*** Opening of AVAILABLE DATA ***

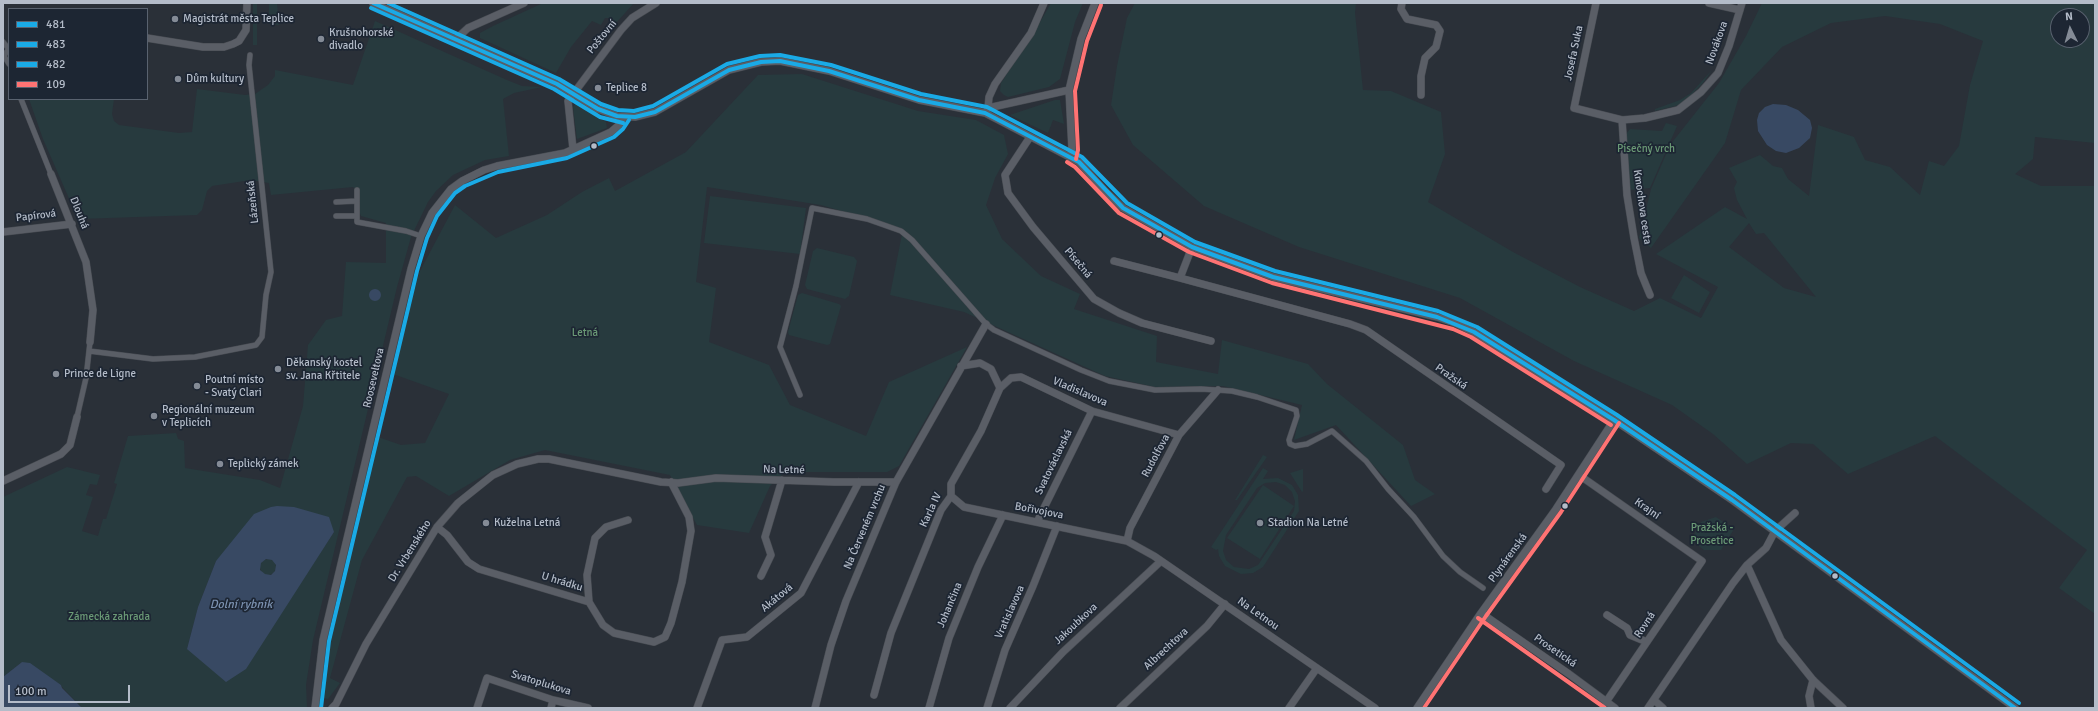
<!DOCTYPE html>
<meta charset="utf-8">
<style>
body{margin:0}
#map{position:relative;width:2098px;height:711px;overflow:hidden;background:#2a3038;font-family:Signika,sans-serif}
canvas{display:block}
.frame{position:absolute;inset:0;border:4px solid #b4bcc9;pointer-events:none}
.legend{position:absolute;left:8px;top:8px;width:140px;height:92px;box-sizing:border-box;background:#1d2633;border:1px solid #59626f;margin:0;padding:5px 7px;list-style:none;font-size:12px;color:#b4bcc9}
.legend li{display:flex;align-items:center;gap:8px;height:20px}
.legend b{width:20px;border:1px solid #59626f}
.north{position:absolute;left:2050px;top:8px;width:40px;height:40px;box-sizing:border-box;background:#1d2633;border:1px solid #59626f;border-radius:50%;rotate:355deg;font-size:11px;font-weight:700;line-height:16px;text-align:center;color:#b4bcc9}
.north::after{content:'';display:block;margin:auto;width:14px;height:18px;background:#848b96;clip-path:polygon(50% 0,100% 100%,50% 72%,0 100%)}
.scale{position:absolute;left:8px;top:685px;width:122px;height:18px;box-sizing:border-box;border:2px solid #b4bcc9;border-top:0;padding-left:5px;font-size:12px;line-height:14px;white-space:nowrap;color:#b4bcc9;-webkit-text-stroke:3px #1d2633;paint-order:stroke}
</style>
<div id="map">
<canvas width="2098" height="711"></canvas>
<div class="frame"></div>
<ul class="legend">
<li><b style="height:5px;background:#1aaae6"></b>481</li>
<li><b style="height:5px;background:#1aaae6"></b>483</li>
<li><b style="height:5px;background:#1aaae6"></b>482</li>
<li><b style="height:5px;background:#ff7373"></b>109</li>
</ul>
<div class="north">N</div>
<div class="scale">100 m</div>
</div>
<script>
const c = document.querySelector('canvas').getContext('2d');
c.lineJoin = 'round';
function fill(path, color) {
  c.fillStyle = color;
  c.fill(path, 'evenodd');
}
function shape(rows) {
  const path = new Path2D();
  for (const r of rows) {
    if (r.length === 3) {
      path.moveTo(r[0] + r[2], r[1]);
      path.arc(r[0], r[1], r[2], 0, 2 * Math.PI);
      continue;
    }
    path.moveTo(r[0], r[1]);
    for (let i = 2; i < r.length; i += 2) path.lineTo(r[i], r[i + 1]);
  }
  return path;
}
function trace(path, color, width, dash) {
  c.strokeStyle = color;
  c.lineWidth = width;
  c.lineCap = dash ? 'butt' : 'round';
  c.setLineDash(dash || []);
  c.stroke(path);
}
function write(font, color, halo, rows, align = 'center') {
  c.font = font + ' Signika,sans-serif';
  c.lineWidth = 3.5;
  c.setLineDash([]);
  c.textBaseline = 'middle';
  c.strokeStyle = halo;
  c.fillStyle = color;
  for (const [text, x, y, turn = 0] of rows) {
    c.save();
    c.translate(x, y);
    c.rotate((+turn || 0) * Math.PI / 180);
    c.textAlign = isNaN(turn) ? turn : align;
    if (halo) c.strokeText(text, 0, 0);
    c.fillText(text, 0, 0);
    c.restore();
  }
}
const green = shape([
 [253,3,257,3,257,45,253,45],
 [269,3,277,3,279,25,269,24],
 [543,3,634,3,616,23,611,18,605,18,601,25,592,21,571,47,556,73,480,38,480,33,493,26],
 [1051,3,1083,3,1075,22,1060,79,1049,87,1008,97,1004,95,1000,91,1001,83,1039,24],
 [1135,3,1356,3,1355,13,1363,90,1391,91,1441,112,1445,154,1428,202,1513,252,1580,287,1634,311,1660,298,1701,318,1718,287,1656,254,1725,207,1747,219,1737,200,1734,188,1737,182,1729,168,1760,155,1773,166,1782,168,1788,179,1809,196,1818,125,1854,137,1865,160,1890,167,1920,195,1929,161,1944,166,1959,146,1970,85,1983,41,1940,24,1885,16,1831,23,1782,47,1741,90,1725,143,1651,248,1639,238,1651,189,1670,145,1719,83,1746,36,1762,3,2095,3,2095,143,2035,137,2033,159,2015,174,2041,186,2095,186,2095,614,2059,588,2087,550,1935,436,1848,474,1813,444,1791,443,1747,464,1713,434,1672,405,1574,361,1460,298,1299,247,1204,206,1133,145,1111,105,1117,66,1127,18],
 [2058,16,2082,16,2082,40,2058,40],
 [1749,223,1756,234,1764,233,1816,297,1784,288,1729,247],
 [375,21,507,80,522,86,542,87,514,93,503,99,509,156,485,160,453,175,436,191,428,202,411,237,397,287,313,640,306,685,307,708,82,708,62,687,61,685,22,662,3,677,3,497,67,467,100,475,97,485,90,484,86,495,93,497,82,531,98,536,103,519,106,519,117,484,114,483,128,436,176,433,178,439,184,441,185,468,260,480,280,488,303,406,308,345,326,320,342,316,346,262,386,263,386,223,361,216,359,211,360,193,353,187,271,195,269,183,251,180,212,186,207,191,202,210,197,215,78,219,43,139,29,99,114,99,112,114,114,121,119,125,179,133,192,132,197,89,245,95,255,94,268,85,275,76,275,70,353,85],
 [276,507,334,532,289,600,187,649,198,607,216,561,272,508],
 [1712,70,1703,83,1686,100,1679,105,1655,111,1655,109,1680,100,1691,93],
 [802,74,918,111,976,120,1004,135,1008,154,995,178,986,205,1002,239,1041,276,1080,294,1074,309,1157,336,1156,362,1218,374,1222,340,1308,364,1327,384,1403,445,1415,480,1435,494,1411,506,1336,425,1294,440,1302,405,1223,386,1155,387,1105,376,964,312,890,295,903,229,821,205,707,187,696,282,716,288,709,342,769,365,790,405,866,436,889,382,967,347,899,466,887,472,785,472,770,486,749,533,697,525,670,475,545,450,510,460,449,496,416,476,407,477,362,560,330,678,340,683,328,699,324,698,326,667,352,538,367,469,378,437,401,445,425,443,449,394,393,374,419,273,455,205,496,238,547,215,582,192,609,178,615,191,686,152,758,75],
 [1055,100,1060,100,1064,124,1053,120,1048,133,1010,115],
 [576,103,606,122,607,128,577,139,573,107],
 [1666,123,1677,126,1650,188,1630,190,1626,134,1630,129,1662,131],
 [710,196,806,208,800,254,704,243],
 [817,248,854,257,857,261,849,296,845,299,807,289,805,285,813,251],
 [1684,275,1710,292,1699,313,1671,298],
 [802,293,839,304,841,306,830,344,827,345,789,335,788,332,798,295],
 [1263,455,1267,457,1237,500,1235,500],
 [1263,468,1268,471,1263,479,1278,478,1292,485,1298,495,1299,511,1263,567,1253,573,1241,574,1225,566,1219,556,1218,549,1216,550,1211,547],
 [1276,482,1285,485,1292,492,1295,501,1294,511,1258,565,1249,569,1234,567,1226,560,1223,551,1226,535,1257,488,1265,483],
 [1303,469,1303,491,1302,492,1290,473],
 [1263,485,1294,506,1260,559,1227,538],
 [1716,517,1734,529,1721,550,1704,550,1691,540,1701,522],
 [268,567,8]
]);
const water = shape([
 [1773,104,1786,105,1798,110,1810,120,1812,128,1810,138,1799,148,1786,153,1776,151,1767,145,1758,131,1757,120,1759,113,1765,107],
 [375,295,6],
 [277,506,294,507,329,517,334,532,246,669,226,682,187,649,198,607,216,561,254,514,271,507],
 [266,559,272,560,276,565,275,571,271,575,265,574,260,570,261,563],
 [22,662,30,663,61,685,62,688,82,708,3,708,3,677]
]);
const pedestrian = shape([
 [3,42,8,48],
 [9,48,4,56,9,64],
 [21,99,51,174],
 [357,190,357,222,406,231,421,236],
 [336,202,357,201],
 [336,216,357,216],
 [89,351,153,359,195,357,256,345,262,337,266,295,271,272,249,65,250,55],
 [800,395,780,347,796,286,812,208,867,219,901,231,912,240,986,324,994,330,1081,370,1109,381,1155,390,1201,389,1232,391,1257,397,1296,410,1297,416,1289,440,1290,444,1295,446,1307,444,1332,431,1366,461,1388,489,1414,517,1443,556,1460,572,1483,588],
 [77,417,86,378,90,342]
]);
const minor = shape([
 [373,3,557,84,598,109,617,116,635,117,655,112,729,70,761,62,780,61,829,71,919,100,985,113,1079,162,1105,191,1123,208,1192,247,1273,277,1437,317,1455,323,1474,332,1614,420,1732,500,2015,708],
 [1402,3,1401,9,1407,19,1436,25,1440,31,1436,47,1425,58,1421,76,1421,95],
 [1596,3,1574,108,1622,120,1645,118,1678,110,1701,92,1718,73,1729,46,1742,3],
 [1709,3,1740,10],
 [147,38,203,47,224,47,233,44,239,41,246,30,247,3],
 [455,40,468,28,524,3],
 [988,108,989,97,995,84,1031,33,1044,3],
 [987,111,988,108,1069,90],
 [1622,120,1627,195,1634,238,1641,273,1650,295],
 [1030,137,1005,175,1008,193,1033,227,1094,299,1119,313,1142,323,1211,341],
 [573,149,568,101,621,30,632,18,656,3],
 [1070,157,1072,150,1069,90,1081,39,1095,3],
 [51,174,86,262,93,310,90,342],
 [3,232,72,224],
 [1114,261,1180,278,1192,247],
 [1180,278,1350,324,1366,330,1561,465,1546,489],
 [1000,388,1011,378,1021,377,1092,411,1179,435],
 [1579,475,1702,561,1606,702],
 [3,481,61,454,70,445,77,417],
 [951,496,964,507,1127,541,1154,556,1375,708],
 [1795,513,1775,531,1766,548,1747,565,1781,640,1813,680,1843,708],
 [1037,522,1092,411],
 [437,527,447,535,468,562,479,569,589,602,603,625,614,633,654,642,665,637,671,623,682,582,691,531,689,517,671,482],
 [1127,541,1130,528,1179,435,1218,390],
 [761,576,771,555,765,537,782,480],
 [589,602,587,575,595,538,606,527,628,520],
 [1481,613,1569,674,1615,708],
 [1607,615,1627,628,1630,635,1647,642],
 [874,695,891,633,941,510,951,496,951,484,981,431,1000,388,991,369,980,363,961,366],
 [1654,700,1663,708],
 [315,708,323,640,411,269,421,236,432,213,451,189,462,181,484,170,497,166,565,153,611,132,619,125,624,117],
 [332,708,336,704,366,644,437,527,458,503,493,475,517,464,538,459,549,459,661,482,678,483,716,478,834,482,896,482],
 [477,708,487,678,553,700,588,708],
 [551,708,553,700],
 [697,708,722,640,747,637,801,593,859,482],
 [815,708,831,645,846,601,896,482,986,324],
 [929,708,949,638,978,567,1003,515],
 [987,708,1005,650,1033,586,1057,526],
 [1010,708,1063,652,1161,561],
 [1120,708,1207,626,1225,604],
 [1289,708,1317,668],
 [1417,708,1481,613,1556,509,1614,420],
 [1648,708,1733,583,1747,565],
 [1811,708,1809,696,1813,680]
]);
const bus1 = shape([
 [373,3,557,84,598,109,617,116,635,117,655,112,729,70,761,62,780,61,829,71,919,100,985,113,1079,162,1123,208,1192,247,1273,277,1437,317,1474,332,1614,420,1732,500,2015,708]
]);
const bus2 = shape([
 [371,8,554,89,600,117,623,123],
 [321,708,329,641,417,271,427,238,437,216,455,193,465,186,498,172,567,158,614,137,623,129,629,120]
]);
const bus3 = shape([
 [388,3,559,79,601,104,618,110,634,111,653,106,727,64,760,56,780,55,831,65,921,94,987,107,1082,157,1127,203,1195,242,1275,271,1438,311,1477,327,1617,415,1735,495,2019,703]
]);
const bus4 = shape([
 [1076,159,1078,150,1075,91,1087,41,1101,5],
 [1067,162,1075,167,1119,213,1189,252,1272,283,1453,329,1471,337,1611,425],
 [1478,618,1605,708],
 [1424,708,1486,616,1561,512,1619,423]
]);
const markers = [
 [175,19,4,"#848b96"],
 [321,39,4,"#848b96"],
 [178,79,4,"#848b96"],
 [598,88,4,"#848b96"],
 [594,146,3.5,"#b4bcc9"],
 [1159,235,3.5,"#b4bcc9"],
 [278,369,4,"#848b96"],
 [56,374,4,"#848b96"],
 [197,386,4,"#848b96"],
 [154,416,4,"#848b96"],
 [220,464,4,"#848b96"],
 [1565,506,3.5,"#b4bcc9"],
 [486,523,4,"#848b96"],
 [1260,523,4,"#848b96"],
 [1835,576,3.5,"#b4bcc9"]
];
const poiNames = [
 ["Magistrát města Teplice",183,19],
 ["Krušnohorské",329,33],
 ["divadlo",329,46],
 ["Dům kultury",186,79],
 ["Teplice 8",606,88],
 ["Děkanský kostel",286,363],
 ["sv. Jana Křtitele",286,376],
 ["Prince de Ligne",64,374],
 ["Poutní místo",205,380],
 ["- Svatý Clari",205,393],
 ["Regionální muzeum",162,410],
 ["v Teplicích",162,423],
 ["Teplický zámek",228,464],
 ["Kuželna Letná",494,523],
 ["Stadion Na Letné",1268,523]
];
const streetNames = [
 ["Poštovní",602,37,-51],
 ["Novákova",1717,43,-70],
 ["Josefa Suka",1574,53,-78],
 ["Lázeňská",253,202,-96],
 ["Kmochova cesta",1642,207,82],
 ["Dlouhá",79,213,68],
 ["Papírová",36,216,-7],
 ["Písečná",1078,263,50],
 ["Pražská",1451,377,35],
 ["Rooseveltova",374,378,-77],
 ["Vladislavova",1080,392,23],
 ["Rudolfova",1156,456,-62],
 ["Svatováclavská",1054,462,-64],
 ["Na Letné",784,470,1],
 ["Krajní",1647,509,35],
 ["Karla IV",931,510,-65],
 ["Bořivojova",1039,511,11],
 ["Na Červeném vrchu",865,527,-67],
 ["Dr. Vrbenského",410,551,-58],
 ["Plynárenská",1508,558,-54],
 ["U hrádku",562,582,17],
 ["Akátová",777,598,-40],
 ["Johančina",950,605,-67],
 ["Vratislavova",1010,612,-66],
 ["Na Letnou",1258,614,35],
 ["Jakoubkova",1076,624,-43],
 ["Rovná",1645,625,-56],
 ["Albrechtova",1166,649,-43],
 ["Prosetická",1555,651,35],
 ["Svatoplukova",541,683,17]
];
const parkNames = [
 ["Písečný vrch",1646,149],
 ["Letná",585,333],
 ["Pražská -",1712,528],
 ["Prosetice",1712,541],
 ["Zámecká zahrada",109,617]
];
const waterNames = [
 ["Dolní rybník",241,605]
];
fill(green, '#273a3e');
fill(water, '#384963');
trace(pedestrian, '#484c53', 6);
trace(minor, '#484c53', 8);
trace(pedestrian, '#5a5e66', 5);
trace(minor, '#5a5e66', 7);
trace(bus1, '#1aaae6', 4);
trace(bus2, '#1aaae6', 4);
trace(bus3, '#1aaae6', 4);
trace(bus4, '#ff7373', 4);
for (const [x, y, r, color] of markers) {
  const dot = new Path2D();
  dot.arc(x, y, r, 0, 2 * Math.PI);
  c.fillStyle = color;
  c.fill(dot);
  trace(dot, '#1d2633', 1.5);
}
write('11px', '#b4bcc9', '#1d2633', poiNames, 'left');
write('11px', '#b4bcc9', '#1d2633', streetNames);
write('11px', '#6b9a76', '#1d2633', parkNames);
write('italic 12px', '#7c92b1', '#1d2633', waterNames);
</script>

*** Close of AVAILABLE DATA ***

## TRY IT
Reproduce each line of the material containing the word "function".

## RESULT FOR THIS EXERCISE
function fill(path, color) {
function shape(rows) {
function trace(path, color, width, dash) {
function write(font, color, halo, rows, align = 'center') {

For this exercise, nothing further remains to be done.